### Problem details
Report all lines below with the word "stream".

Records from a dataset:
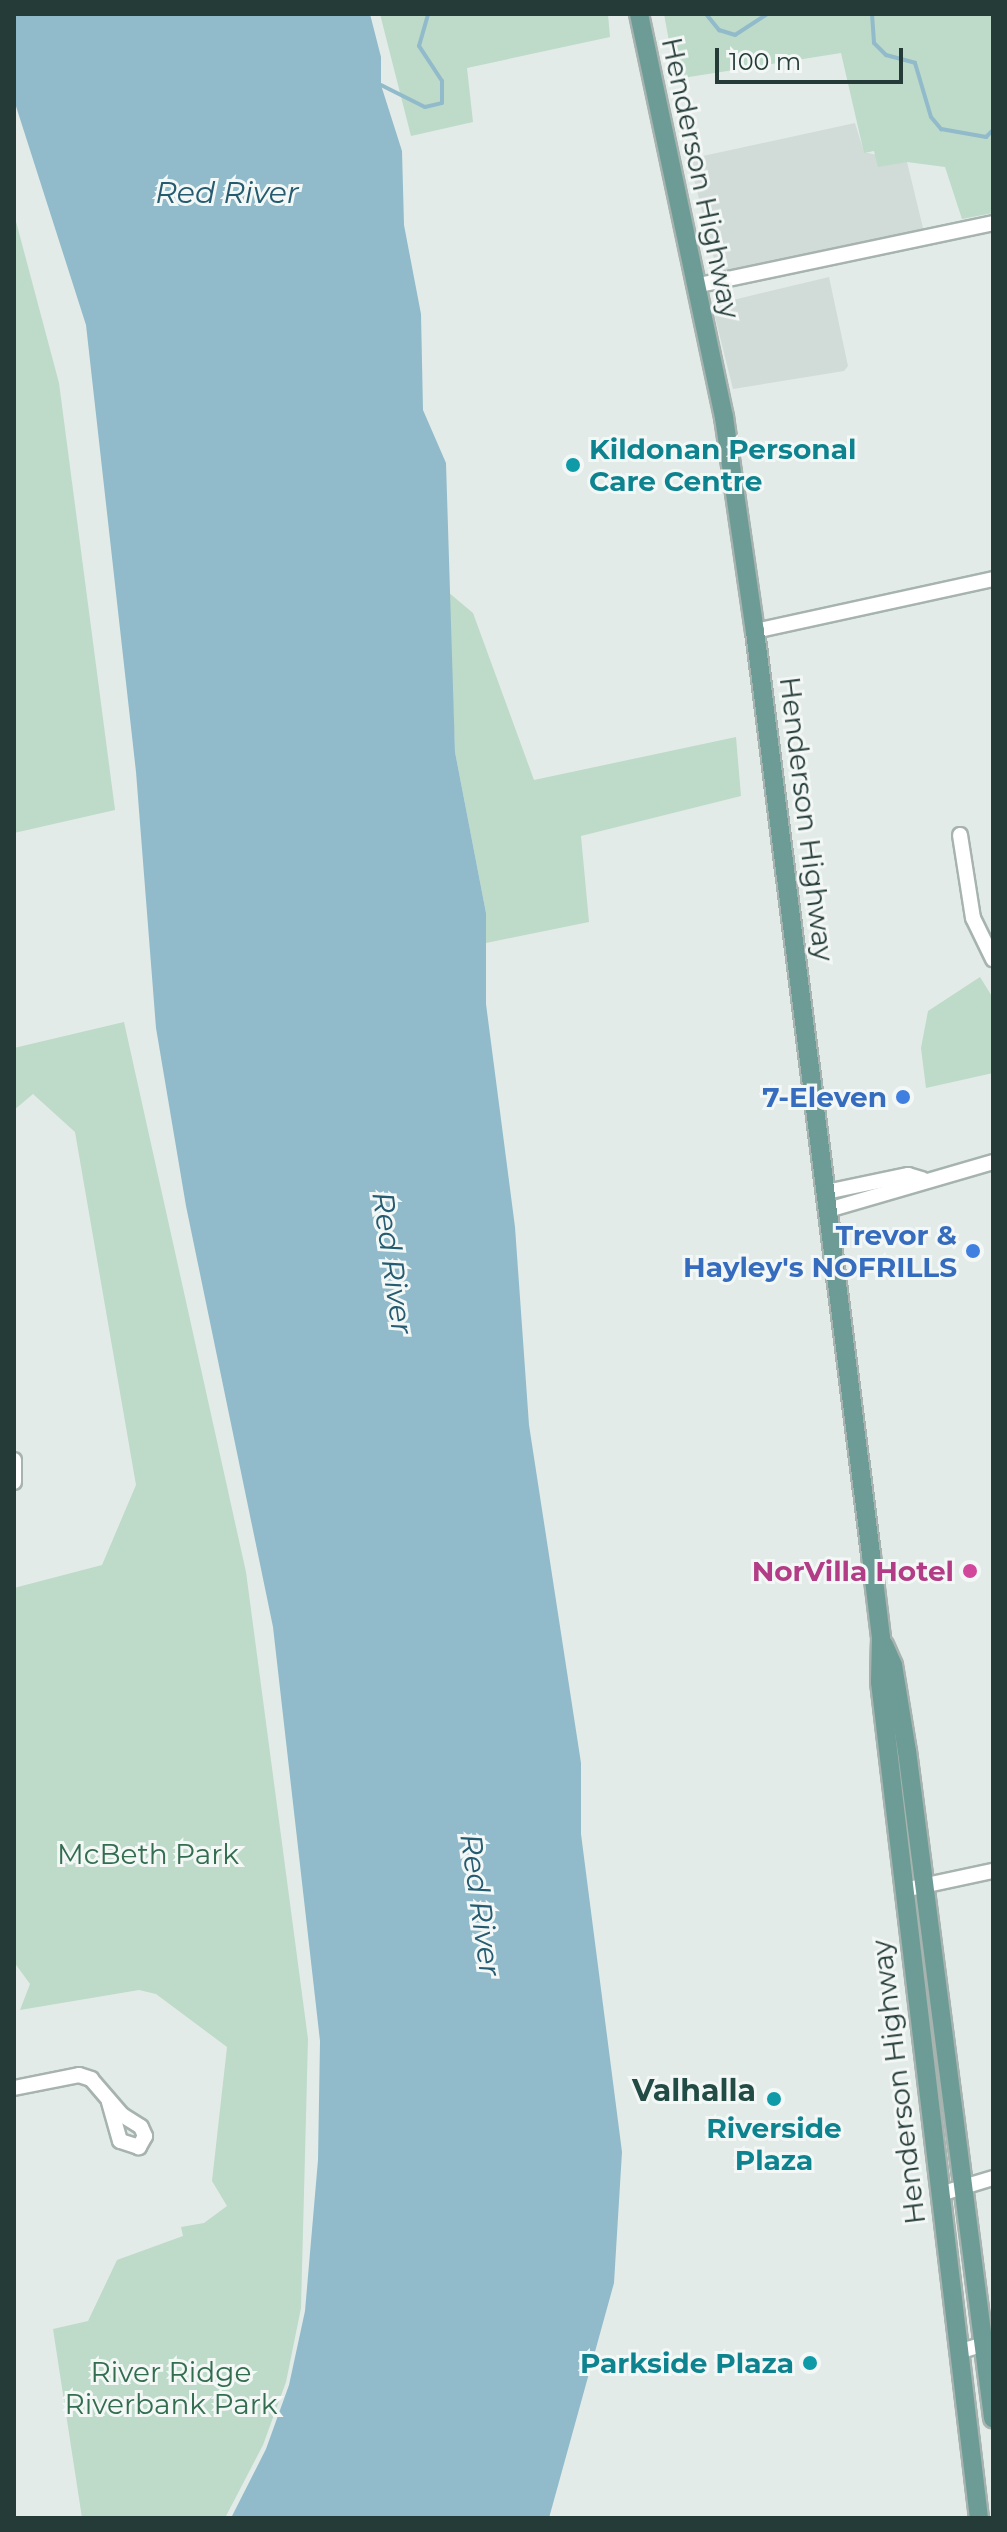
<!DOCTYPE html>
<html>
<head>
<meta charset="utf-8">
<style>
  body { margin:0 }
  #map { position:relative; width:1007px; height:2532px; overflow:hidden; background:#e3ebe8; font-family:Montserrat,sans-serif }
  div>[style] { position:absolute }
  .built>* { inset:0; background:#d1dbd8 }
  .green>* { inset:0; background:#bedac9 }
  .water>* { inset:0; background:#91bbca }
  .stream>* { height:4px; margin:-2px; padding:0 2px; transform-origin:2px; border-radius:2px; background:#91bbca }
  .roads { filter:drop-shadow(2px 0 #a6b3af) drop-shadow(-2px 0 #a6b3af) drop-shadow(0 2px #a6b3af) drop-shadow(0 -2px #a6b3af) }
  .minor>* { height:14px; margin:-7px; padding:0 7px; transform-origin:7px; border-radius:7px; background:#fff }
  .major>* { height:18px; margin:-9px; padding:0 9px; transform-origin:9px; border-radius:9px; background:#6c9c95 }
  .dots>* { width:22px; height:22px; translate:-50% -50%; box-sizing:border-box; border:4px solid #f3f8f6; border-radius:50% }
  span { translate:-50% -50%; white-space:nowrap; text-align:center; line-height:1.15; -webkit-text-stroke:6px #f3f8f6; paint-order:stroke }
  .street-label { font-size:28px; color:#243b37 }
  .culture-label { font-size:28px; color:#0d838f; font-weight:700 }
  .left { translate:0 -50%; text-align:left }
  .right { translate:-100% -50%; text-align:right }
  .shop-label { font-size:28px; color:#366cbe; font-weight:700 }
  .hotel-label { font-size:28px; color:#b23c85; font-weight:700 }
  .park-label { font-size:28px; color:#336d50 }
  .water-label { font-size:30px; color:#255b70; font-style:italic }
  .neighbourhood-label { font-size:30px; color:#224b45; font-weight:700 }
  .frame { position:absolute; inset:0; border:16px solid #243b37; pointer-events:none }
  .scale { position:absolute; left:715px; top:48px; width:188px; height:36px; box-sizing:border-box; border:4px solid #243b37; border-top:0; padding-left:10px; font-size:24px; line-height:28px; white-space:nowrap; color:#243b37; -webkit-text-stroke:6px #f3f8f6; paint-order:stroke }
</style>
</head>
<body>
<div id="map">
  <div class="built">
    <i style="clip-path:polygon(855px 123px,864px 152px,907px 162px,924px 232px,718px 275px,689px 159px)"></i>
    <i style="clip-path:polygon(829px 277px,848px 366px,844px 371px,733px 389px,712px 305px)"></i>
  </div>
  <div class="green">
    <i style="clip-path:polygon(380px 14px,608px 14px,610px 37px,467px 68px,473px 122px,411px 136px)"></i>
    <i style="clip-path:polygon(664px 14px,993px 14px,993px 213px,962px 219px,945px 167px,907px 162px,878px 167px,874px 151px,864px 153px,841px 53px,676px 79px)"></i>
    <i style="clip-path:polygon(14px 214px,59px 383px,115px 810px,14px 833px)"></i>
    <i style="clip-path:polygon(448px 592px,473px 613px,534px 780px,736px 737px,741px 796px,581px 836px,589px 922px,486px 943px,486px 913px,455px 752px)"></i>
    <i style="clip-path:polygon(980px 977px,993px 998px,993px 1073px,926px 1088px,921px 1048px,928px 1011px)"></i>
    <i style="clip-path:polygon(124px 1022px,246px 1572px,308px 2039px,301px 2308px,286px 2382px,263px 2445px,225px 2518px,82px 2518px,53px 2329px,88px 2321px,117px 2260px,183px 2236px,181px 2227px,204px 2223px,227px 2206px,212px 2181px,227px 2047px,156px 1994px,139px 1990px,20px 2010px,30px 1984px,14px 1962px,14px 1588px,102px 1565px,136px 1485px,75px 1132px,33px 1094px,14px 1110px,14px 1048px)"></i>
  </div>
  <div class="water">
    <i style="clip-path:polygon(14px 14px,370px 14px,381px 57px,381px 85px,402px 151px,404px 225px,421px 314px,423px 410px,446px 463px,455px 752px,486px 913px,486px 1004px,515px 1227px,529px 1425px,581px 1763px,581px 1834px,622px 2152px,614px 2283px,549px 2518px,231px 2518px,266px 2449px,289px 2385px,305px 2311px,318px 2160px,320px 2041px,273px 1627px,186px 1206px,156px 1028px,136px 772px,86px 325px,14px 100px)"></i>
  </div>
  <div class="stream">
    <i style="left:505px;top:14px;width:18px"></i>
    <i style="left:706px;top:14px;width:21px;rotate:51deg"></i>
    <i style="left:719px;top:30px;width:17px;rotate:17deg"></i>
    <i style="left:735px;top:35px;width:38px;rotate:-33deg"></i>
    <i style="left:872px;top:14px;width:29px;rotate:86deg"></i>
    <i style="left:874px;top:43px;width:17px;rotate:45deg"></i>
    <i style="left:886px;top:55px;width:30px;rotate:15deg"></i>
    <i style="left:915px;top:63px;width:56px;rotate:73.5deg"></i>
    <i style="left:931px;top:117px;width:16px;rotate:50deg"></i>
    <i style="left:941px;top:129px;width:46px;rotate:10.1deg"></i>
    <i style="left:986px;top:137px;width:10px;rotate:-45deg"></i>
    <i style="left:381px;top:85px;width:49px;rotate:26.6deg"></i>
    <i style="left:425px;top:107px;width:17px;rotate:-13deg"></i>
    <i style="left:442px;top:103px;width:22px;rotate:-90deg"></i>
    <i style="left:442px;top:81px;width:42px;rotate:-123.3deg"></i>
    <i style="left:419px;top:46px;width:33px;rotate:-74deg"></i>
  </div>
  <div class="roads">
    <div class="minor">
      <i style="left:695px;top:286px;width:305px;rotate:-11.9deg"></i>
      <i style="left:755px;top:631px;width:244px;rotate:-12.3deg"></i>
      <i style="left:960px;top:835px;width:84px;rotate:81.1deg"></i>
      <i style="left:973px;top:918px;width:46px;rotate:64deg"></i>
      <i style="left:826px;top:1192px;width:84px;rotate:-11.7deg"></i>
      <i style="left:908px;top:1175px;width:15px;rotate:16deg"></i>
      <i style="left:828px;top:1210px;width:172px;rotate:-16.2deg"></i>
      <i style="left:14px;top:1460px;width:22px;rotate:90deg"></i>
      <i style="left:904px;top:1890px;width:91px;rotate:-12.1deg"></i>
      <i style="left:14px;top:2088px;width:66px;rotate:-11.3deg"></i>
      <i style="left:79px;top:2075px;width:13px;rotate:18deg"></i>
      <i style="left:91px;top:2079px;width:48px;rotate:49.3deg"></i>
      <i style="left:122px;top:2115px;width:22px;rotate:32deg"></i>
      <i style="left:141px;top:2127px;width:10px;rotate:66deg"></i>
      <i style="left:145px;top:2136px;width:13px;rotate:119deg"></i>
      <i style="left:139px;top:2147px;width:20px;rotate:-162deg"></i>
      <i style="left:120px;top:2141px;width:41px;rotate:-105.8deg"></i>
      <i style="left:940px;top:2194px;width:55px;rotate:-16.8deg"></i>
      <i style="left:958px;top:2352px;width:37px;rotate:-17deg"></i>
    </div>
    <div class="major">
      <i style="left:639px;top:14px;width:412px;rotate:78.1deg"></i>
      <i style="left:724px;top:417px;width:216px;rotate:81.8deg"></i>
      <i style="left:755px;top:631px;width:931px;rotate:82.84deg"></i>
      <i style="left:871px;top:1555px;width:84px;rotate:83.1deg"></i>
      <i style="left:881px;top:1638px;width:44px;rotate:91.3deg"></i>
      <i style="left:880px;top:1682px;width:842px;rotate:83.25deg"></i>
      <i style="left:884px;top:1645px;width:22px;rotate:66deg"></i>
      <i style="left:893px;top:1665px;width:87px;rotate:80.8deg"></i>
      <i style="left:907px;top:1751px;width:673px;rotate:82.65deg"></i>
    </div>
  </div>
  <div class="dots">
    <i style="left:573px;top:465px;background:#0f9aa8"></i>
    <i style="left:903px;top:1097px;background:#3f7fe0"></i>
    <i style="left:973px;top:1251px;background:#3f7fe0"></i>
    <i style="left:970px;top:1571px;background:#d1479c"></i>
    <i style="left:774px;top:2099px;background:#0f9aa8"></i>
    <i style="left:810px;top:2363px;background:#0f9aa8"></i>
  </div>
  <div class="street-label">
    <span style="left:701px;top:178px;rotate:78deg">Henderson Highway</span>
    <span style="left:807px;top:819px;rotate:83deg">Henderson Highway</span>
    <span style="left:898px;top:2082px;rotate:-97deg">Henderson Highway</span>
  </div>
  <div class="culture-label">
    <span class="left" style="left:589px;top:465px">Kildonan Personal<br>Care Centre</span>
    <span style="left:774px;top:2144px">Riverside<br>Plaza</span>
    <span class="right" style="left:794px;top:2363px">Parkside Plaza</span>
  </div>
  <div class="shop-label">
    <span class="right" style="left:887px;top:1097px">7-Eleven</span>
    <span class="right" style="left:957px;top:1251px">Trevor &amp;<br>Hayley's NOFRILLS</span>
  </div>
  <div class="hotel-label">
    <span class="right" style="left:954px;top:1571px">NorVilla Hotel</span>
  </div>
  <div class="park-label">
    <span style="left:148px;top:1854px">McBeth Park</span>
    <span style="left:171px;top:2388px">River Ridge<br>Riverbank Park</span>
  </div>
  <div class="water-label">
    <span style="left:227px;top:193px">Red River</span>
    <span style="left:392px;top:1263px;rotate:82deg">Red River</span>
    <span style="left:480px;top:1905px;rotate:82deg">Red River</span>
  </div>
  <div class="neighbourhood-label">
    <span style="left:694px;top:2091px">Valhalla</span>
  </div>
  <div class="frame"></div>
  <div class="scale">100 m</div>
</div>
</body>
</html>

### Completed exercise
  .stream>* { height:4px; margin:-2px; padding:0 2px; transform-origin:2px; border-radius:2px; background:#91bbca }
  <div class="stream">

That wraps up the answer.